Python Pandas Tutorial: Essential DataFrame Tips from Beginner to Expert Solution

Unlock Python Pandas mastery with our guide: essential DataFrame skills, from beginner basics to advanced techniques and practical solutions examples
Python Pandas Tutorial: Essential DataFrame Tips from Beginner to Expert Solution - www.pdfcup.com

#1. How to Create a DataFrame in Python Using Pandas

A DataFrame is a tabular data structure similar to an Excel spreadsheet. You can create it using dictionaries, lists, or other data structures. There are three commonly used methods in data analysis are:

Option 1:


import pandas as pd
data = {
"price_aprox_usd": [115910.26, 48718.17, 28977],
"surface_covered_in_m2": [128.0, 210.0, 58.0],
"rooms": [4.0, 3.0, 2.0],
}

df_houses = pd.DataFrame(data)

Option 2:


height_series = pd.Series([161.5, 156.2, 172.8, 140.9])
weight_series = pd.Series([58.6, 65.7, 58.8, 86.1])
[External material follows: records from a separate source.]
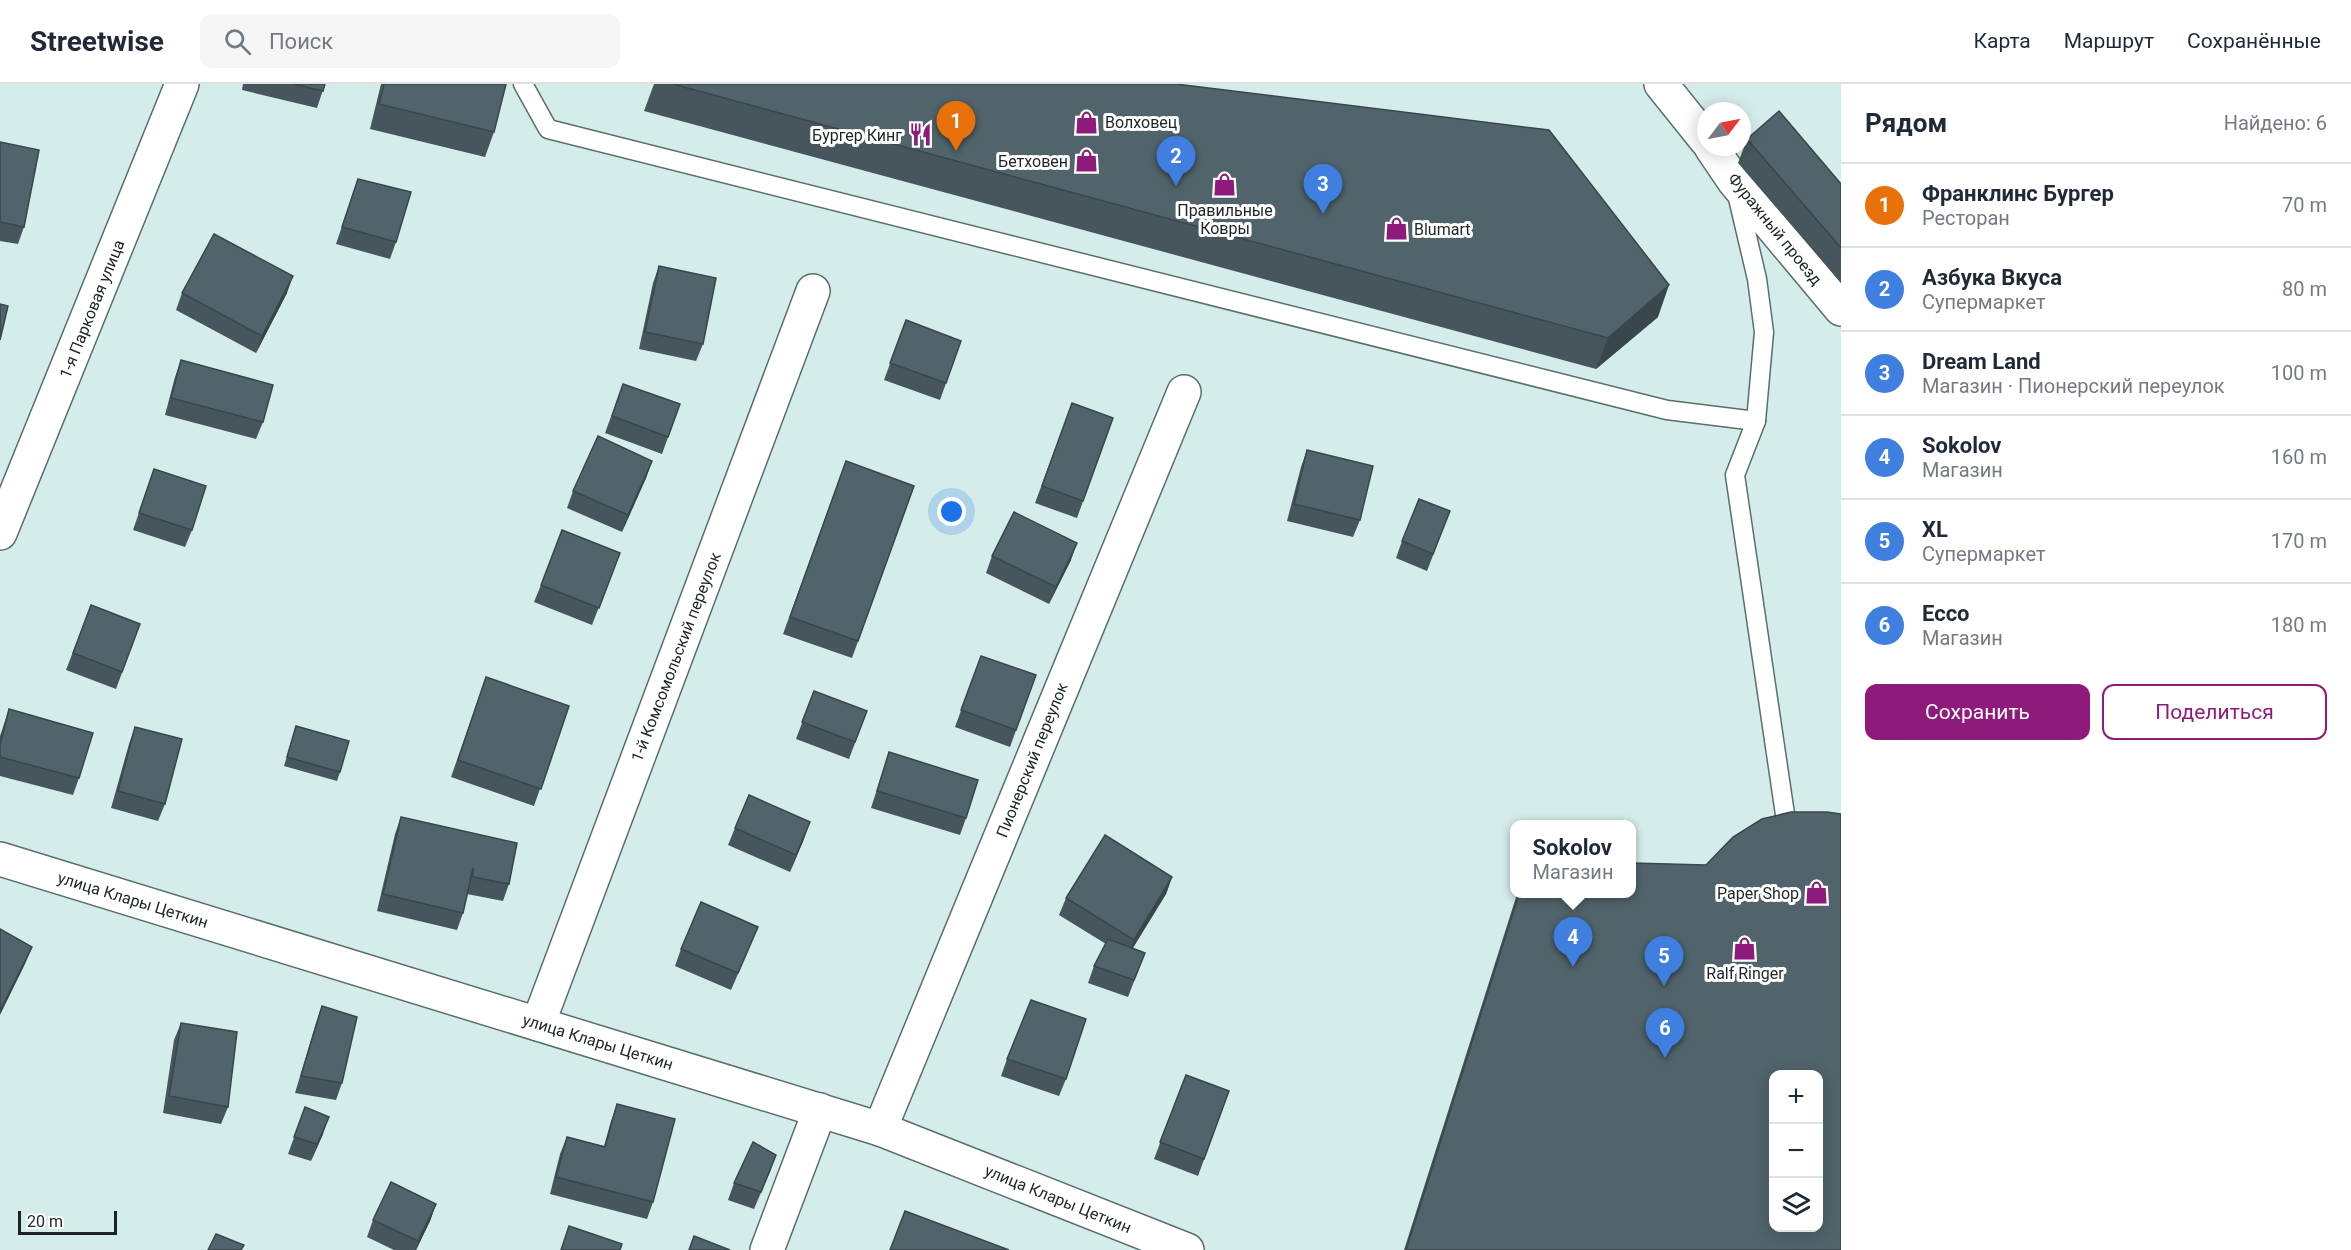 <!DOCTYPE html>
<html lang="ru">
<meta charset="utf-8">
<style>
body{margin:0;font-family:Roboto,sans-serif;background:#f6f6f7;color:#1f2937}
.controls{position:absolute;right:18px;bottom:18px;display:grid;overflow:hidden;border-radius:12px;box-shadow:0 3px 15px #0003}
.controls button{width:54px;height:54px;display:grid;place-items:center;padding:0;border:0;border-bottom:2px solid #e0e1e3;background:#fff;color:#1f2937;font:30px sans-serif}
.compass{position:absolute;left:1697px;top:18px;width:54px;height:54px;border-radius:50%;background:#fff;box-shadow:0 3px 15px #0003;rotate:58deg}
.scale{position:absolute;left:18px;bottom:15px;width:99px;box-sizing:border-box;padding-left:6px;border:3px solid #1c2525;border-top:0;font-size:16px;line-height:21px;white-space:nowrap;color:#1c2525;-webkit-text-stroke:4px #fff;paint-order:stroke}
.you{position:absolute;left:952px;top:428px;width:21px;height:21px;margin:-15px;border:4px solid #fff;border-radius:50%;background:#1a73e8;box-shadow:0 0 0 9px #1a73e833}
.badge{display:grid;place-items:center;width:39px;height:39px;border-radius:50%;background:#8e1a7b;color:#fff;font-size:20px;font-weight:700}
.pin{position:absolute;translate:-50% -50px;filter:drop-shadow(0 2px 3px #0008)}
.pin::after{content:'';position:absolute;top:32px;width:21px;height:18px;background:inherit;clip-path:polygon(0 0,100% 0,50% 100%)}
.popup{position:absolute;left:1510px;top:736px;width:126px;height:78px;box-sizing:border-box;display:grid;place-content:center;border-radius:12px;background:#fff;filter:drop-shadow(0 2px 4px #0005);font-size:20px;white-space:nowrap;color:#747a83}
.popup b{font-size:22px;color:#1f2937}
.popup::after{content:'';position:absolute;left:50%;top:100%;margin-left:-12px;border:12px solid transparent;border-top-color:#fff}
.list{margin:0;padding:0;list-style:none}
h2{display:flex;justify-content:space-between;align-items:center;height:78px;margin:0;padding:0 24px;font-size:26px}
h2 small{font-size:20px;font-weight:400;color:#747a83}
.list li{display:grid;grid-template-columns:39px 1fr auto;gap:18px;align-items:center;box-sizing:border-box;height:84px;padding:0 24px;border-top:2px solid #e0e1e3}
.list b{display:block;font-size:22px;white-space:nowrap}
.list p{margin:0;font-size:20px;white-space:nowrap;color:#747a83}
.list em{font-size:20px;font-style:normal;color:#747a83}
.actions{display:flex;gap:12px;padding:18px 24px}
.actions a{flex:1;padding:14px 0;border:2px solid #8e1a7b;border-radius:12px;text-align:center;font-size:21px;color:#8e1a7b}
.actions .main{background:#8e1a7b;color:#fff}
.icon{flex:none;width:33px;height:33px;fill:none;stroke:currentColor;stroke-width:2;stroke-linecap:round;stroke-linejoin:round}
.map{position:relative;flex:none;width:1841px;height:1166px;overflow:hidden}
header{display:flex;align-items:center;gap:36px;box-sizing:border-box;height:84px;padding:0 30px;background:#fff;border-bottom:2px solid #e0e1e3}
header strong{font-size:28px}
nav{display:flex;gap:33px;margin-inline-start:auto;font-size:21px}
.search{width:420px;height:54px;background:#f6f6f7;display:flex;align-items:center;gap:15px;box-sizing:border-box;padding:0 21px;border-radius:12px;color:#747a83;font-size:22px}
main{display:flex}
aside{flex:1;background:#fff}
.map>svg:first-child{display:block}
</style>
<header>
<strong>Streetwise</strong>
<div class="search"><svg class="icon" aria-label="search" viewBox="0 0 24 24"><circle cx="10" cy="10" r="6"/><path d="M15 15l6 6"/></svg>Поиск</div>
<nav><a>Карта</a><a>Маршрут</a><a>Сохранённые</a></nav>
</header>
<main>
<div class="map">
<svg width="1841" height="1166" viewBox="0 0 1841 1166">
<rect width="100%" height="100%" fill="#d4ecea"/>
<g fill="none" stroke-linecap="round" stroke-linejoin="round">
<defs>
<g id="service">
<polyline points="523,0 548,45 1667,326 1756,337"/>
<polyline points="1737,110 1757,195 1764,248 1756,337 1735,391 1787,744"/>
</g>
<g id="minor">
<polyline points="1661,0 1706,56"/>
<polyline points="1711,63 1734,97 1841,225"/>
<polyline points="0,775 880,1045 1187,1166"/>
<polyline points="538,940 813,207"/>
<polyline points="880,1045 1184,308"/>
<polyline points="767,1166 820,1026"/>
</g>
<polyline id="tertiary" points="0,449 182,0"/>
</defs>
<use href="#service" stroke="#596f6d" stroke-width="21"/>
<use href="#minor" stroke="#596f6d" stroke-width="36"/>
<use href="#tertiary" stroke="#596f6d" stroke-width="36"/>
<use href="#service" stroke="#fff" stroke-width="18"/>
<use href="#minor" stroke="#fff" stroke-width="33"/>
<use href="#tertiary" stroke="#fff" stroke-width="33"/>
</g>
<g fill="#46565c">
<polygon points="243,0 325,0 317,24 242,6"/>
<polygon points="381,0 506,0 494,48 485,73 370,45"/>
<polygon points="654,0 1176,0 1658,233 1596,285 644,27"/>
<polygon points="1747,55 1841,100 1841,199 1738,79"/>
<polygon points="0,58 24,143 18,160 0,157"/>
<polygon points="358,95 396,158 390,175 336,160"/>
<polygon points="659,182 703,260 696,277 639,265 653,199"/>
<polygon points="182,209 287,209 256,269 176,226"/>
<polygon points="906,236 961,257 940,316 884,296"/>
<polygon points="181,276 263,338 256,355 165,331 175,293"/>
<polygon points="623,300 680,320 662,370 605,349"/>
<polygon points="1072,319 1113,334 1077,434 1035,419"/>
<polygon points="1307,366 1360,436 1353,453 1287,437 1301,383"/>
<polygon points="652,377 646,394 622,448 567,424 573,407"/>
<polygon points="846,377 914,402 852,574 783,550"/>
<polygon points="154,385 192,446 185,463 133,446"/>
<polygon points="1450,427 1427,487 1396,474 1402,457"/>
<polygon points="620,469 592,541 534,518 541,501"/>
<polygon points="992,472 1071,476 1049,520 986,489"/>
<polygon points="91,521 140,540 116,605 66,586"/>
<polygon points="981,572 1036,591 1010,663 955,643"/>
<polygon points="486,593 569,622 534,722 451,693"/>
<polygon points="814,607 867,627 849,675 796,655"/>
<polygon points="9,625 79,694 73,711 0,692 0,652"/>
<polygon points="296,642 340,688 337,697 284,682"/>
<polygon points="135,643 165,720 158,737 111,724 129,660"/>
<polygon points="889,668 966,734 960,751 871,724"/>
<polygon points="401,733 509,800 503,817 467,810 463,829 457,846 377,827 395,750"/>
<polygon points="735,744 804,755 790,788 728,761"/>
<polygon points="1706,781 1841,1166 1404,1166 1517,810 1632,810"/>
<polygon points="1172,793 1166,810 1133,864 1145,869 1128,913 1088,899 1094,882 1106,860 1059,831 1066,814"/>
<polygon points="758,843 751,860 731,906 675,882 681,865"/>
<polygon points="322,922 342,999 336,1016 295,1009 316,939"/>
<polygon points="181,939 228,1023 221,1040 163,1029 174,956"/>
<polygon points="1007,975 1066,995 1059,1012 1001,992"/>
<polygon points="1186,991 1229,1007 1198,1092 1154,1075"/>
<polygon points="617,1020 653,1118 647,1135 550,1110 560,1070 567,1053 604,1062 611,1037"/>
<polygon points="305,1023 323,1050 311,1077 288,1070"/>
<polygon points="776,1071 754,1125 728,1116 734,1099"/>
<polygon points="436,1120 430,1137 416,1166 394,1166 367,1153 373,1136"/>
</g>
<g fill="#39464b">
<polygon points="293,192 287,209 256,269 262,252"/>
<polygon points="1669,201 1658,233 1596,285 1608,254"/>
<polygon points="652,377 646,394 622,448 628,431"/>
<polygon points="1077,459 1071,476 1049,520 1056,503"/>
<polygon points="810,738 804,755 790,788 796,771"/>
<polygon points="1172,793 1166,810 1127,873 1134,856"/>
<polygon points="32,863 25,880 0,931 0,927"/>
<polygon points="329,1033 323,1050 311,1077 317,1060"/>
<polygon points="776,1071 770,1088 754,1125 761,1108"/>
<polygon points="436,1120 430,1137 416,1166 415,1166"/>
</g>
<g fill="#51646b" stroke="#39464b" stroke-width="1.5" fill-rule="evenodd">
<polygon points="294,0 325,0 323,7"/>
<polygon points="384,0 506,0 494,48 379,20"/>
<polygon points="673,0 1176,0 1549,46 1669,201 1608,254"/>
<polygon points="1779,27 1841,100 1841,164 1747,55"/>
<polygon points="0,58 39,66 24,143 0,138"/>
<polygon points="358,95 411,108 396,158 342,143"/>
<polygon points="214,150 293,192 262,252 182,209"/>
<polygon points="659,182 716,194 703,260 645,248"/>
<polygon points="0,220 8,222 0,256"/>
<polygon points="906,236 961,257 946,299 890,279"/>
<polygon points="181,276 273,301 263,338 171,314"/>
<polygon points="623,300 680,320 668,353 612,332"/>
<polygon points="1072,319 1113,334 1083,417 1042,402"/>
<polygon points="598,352 652,377 628,431 573,407"/>
<polygon points="1307,366 1373,382 1360,436 1294,420"/>
<polygon points="846,377 914,402 858,557 790,533"/>
<polygon points="154,385 206,402 192,446 139,429"/>
<polygon points="1419,415 1450,427 1433,470 1402,457"/>
<polygon points="1014,428 1077,459 1056,503 992,472"/>
<polygon points="562,446 620,469 599,524 541,501"/>
<polygon points="91,521 140,540 122,588 73,569"/>
<polygon points="981,572 1036,591 1016,646 961,626"/>
<polygon points="486,593 569,622 541,705 458,676"/>
<polygon points="814,607 867,627 855,658 802,638"/>
<polygon points="9,625 93,649 79,694 0,673 0,661"/>
<polygon points="296,642 349,657 340,688 287,673"/>
<polygon points="135,643 182,655 165,720 118,707"/>
<polygon points="889,668 978,696 966,734 877,707"/>
<polygon points="749,711 810,738 796,771 735,744"/>
<path d="M1791,728H1827L1841,730V1166H1406L1519,810H1632V779L1706,781L1733,753L1762,735ZM1773,990H1818V1143H1773Z"/>
<polygon points="401,733 517,759 509,800 473,793 473,784 463,829 383,810"/>
<polygon points="1105,751 1172,793 1134,856 1066,814"/>
<polygon points="701,818 758,843 738,889 681,865"/>
<polygon points="0,845 32,863 0,927"/>
<polygon points="1108,855 1145,869 1134,896 1094,882"/>
<polygon points="1031,916 1086,935 1066,995 1007,975"/>
<polygon points="322,922 357,933 342,999 301,992"/>
<polygon points="181,939 237,948 228,1023 169,1012"/>
<polygon points="1186,991 1229,1007 1204,1075 1160,1058"/>
<polygon points="617,1020 675,1035 653,1118 556,1093 567,1053 605,1063"/>
<polygon points="305,1023 329,1033 317,1060 294,1053"/>
<polygon points="753,1058 776,1071 761,1108 734,1099"/>
<polygon points="391,1098 436,1120 418,1157 373,1136"/>
<polygon points="905,1127 1009,1166 890,1166"/>
<polygon points="569,1142 622,1160 620,1166 561,1166"/>
<polygon points="216,1150 244,1161 241,1166 208,1166"/>
<polygon points="694,1152 730,1166 689,1166"/>
</g>
<defs>
<symbol id="shop-bare" viewBox="-9 -9 18 18"><path d="M-5-2.5h2.3a2.7 3.5 0 0 1 5.4 0H5L5.5 6h-11ZM-1.5-2.5h3a1.5 2.3 0 0 0-3 0Z" fill="#8e1a7b" stroke="#fff" stroke-width="2.5" paint-order="stroke"/></symbol>
<symbol id="restaurant-bare" viewBox="-9 -9 18 18"><path d="M-5-6h1v4h1v-4h1v4h1v-4h1v5L-1.5 .5V6h-2V.5L-5-1ZM5-6V6H3V1.5H1.5Q1.5-4 5-6Z" fill="#8e1a7b" stroke="#fff" stroke-width="2.5" paint-order="stroke"/></symbol>
</defs>
<g fill-rule="evenodd">
<use href="#shop-bare" x="1070" y="22" width="33" height="33"/>
<use href="#restaurant-bare" x="904" y="34" width="33" height="33"/>
<use href="#shop-bare" x="1070" y="60" width="33" height="33"/>
<use href="#shop-bare" x="1208" y="84" width="33" height="33"/>
<use href="#shop-bare" x="1380" y="128" width="33" height="33"/>
<use href="#shop-bare" x="1800" y="792" width="33" height="33"/>
<use href="#shop-bare" x="1728" y="848" width="33" height="33"/>
</g>
<g text-anchor="middle" dominant-baseline="central" stroke-width="6" stroke-linejoin="round" paint-order="stroke">
<g font-size="16" fill="#1c2525" stroke="#fff" text-anchor="end">
<text x="1105" y="38" text-anchor="start">Волховец</text>
<text x="902" y="51">Бургер Кинг</text>
<text x="1068" y="77">Бетховен</text>
<text x="1225" y="126" text-anchor="middle">Правильные<tspan x="1225" dy="18">Ковры</tspan></text>
<text x="1414" y="145" text-anchor="start">Blumart</text>
<text x="1799" y="809">Paper Shop</text>
<text x="1745" y="889" text-anchor="middle">Ralf Ringer</text>
</g>
<g font-size="16" fill="#1c2525" stroke="#fff">
<text transform="translate(1775 145) rotate(51)">Фуражный проезд</text>
<text transform="translate(92 225) rotate(-68)">1-я Парковая улица</text>
<text transform="translate(676 573) rotate(-69)">1-й Комсомольский переулок</text>
<text transform="translate(1032 676) rotate(-68)">Пионерский переулок</text>
<text transform="translate(133 816) rotate(17)">улица Клары Цеткин</text>
<text transform="translate(598 958) rotate(17)">улица Клары Цеткин</text>
<text transform="translate(1058 1115) rotate(22)">улица Клары Цеткин</text>
</g>
</g>
</svg>
<div class="controls">
<button>+</button>
<button>−</button>
<button><svg class="icon" aria-label="layers" viewBox="0 0 24 24"><path d="M12 4l9 5-9 5-9-5zM3 14l9 5 9-5"/></svg></button>
</div>
<svg class="compass" viewBox="-18 -18 36 36"><path d="M0-13l5 13h-10z" fill="#e53935"/><path d="M0 13l5-13h-10z" fill="#747a83"/></svg>
<div class="scale">20 m</div>
<div class="you"></div>
<div class="pin badge" style="left:956px;top:67px;background:#e8710a">1</div>
<div class="pin badge" style="left:1176px;top:102px;background:#3f7fe0">2</div>
<div class="pin badge" style="left:1323px;top:130px;background:#3f7fe0">3</div>
<div class="pin badge" style="left:1573px;top:883px;background:#3f7fe0">4</div>
<div class="popup"><b>Sokolov</b>Магазин</div>
<div class="pin badge" style="left:1664px;top:902px;background:#3f7fe0">5</div>
<div class="pin badge" style="left:1665px;top:974px;background:#3f7fe0">6</div>
</div>
<aside>
<h2>Рядом<small>Найдено: 6</small></h2>
<ul class="list">
<li><span class="badge" style="background:#e8710a">1</span><div><b>Франклинс Бургер</b><p>Ресторан</p></div><em>70 m</em></li>
<li><span class="badge" style="background:#3f7fe0">2</span><div><b>Азбука Вкуса</b><p>Супермаркет</p></div><em>80 m</em></li>
<li><span class="badge" style="background:#3f7fe0">3</span><div><b>Dream Land</b><p>Магазин · Пионерский переулок</p></div><em>100 m</em></li>
<li><span class="badge" style="background:#3f7fe0">4</span><div><b>Sokolov</b><p>Магазин</p></div><em>160 m</em></li>
<li><span class="badge" style="background:#3f7fe0">5</span><div><b>XL</b><p>Супермаркет</p></div><em>170 m</em></li>
<li><span class="badge" style="background:#3f7fe0">6</span><div><b>Ecco</b><p>Магазин</p></div><em>180 m</em></li>
</ul>
<div class="actions"><a class="main">Сохранить</a><a>Поделиться</a></div>
</aside>
</main>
frame = {'height': height_series,
         'weight': weight_series}
df = pd.DataFrame(frame)


Option 3:


h = pd.Series([161.5, 156.2, 172.8, 140.9], name="Marks")
w = pd.Series([58.6, 65.7, 58.8, 86.1], name="Average")
pd.concat([h,w], axis=1)

#df = pd.concat([df, new_col], axis=1)   # using this, you can add a new column

#2. How to Drop or Delete NaN Values from the DataFrame.

Missing values can affect your analysis. You can remove them using dropna(). The dropna() function helps to remove rows from the DataFrame if they contain any NaN values.


# Drop entire row if any NaN values available.
df_cleaned = df.dropna()

#If you want to remove rows where all elements are NaN, use this method:
df_cleaned = df.dropna(how='all')

#To remove columns with NaN values:
df_cleaned = df.dropna(axis=1)

#To remove rows with NaN values only in specific columns:
df_cleaned = df.dropna(subset=['colA', 'colB'])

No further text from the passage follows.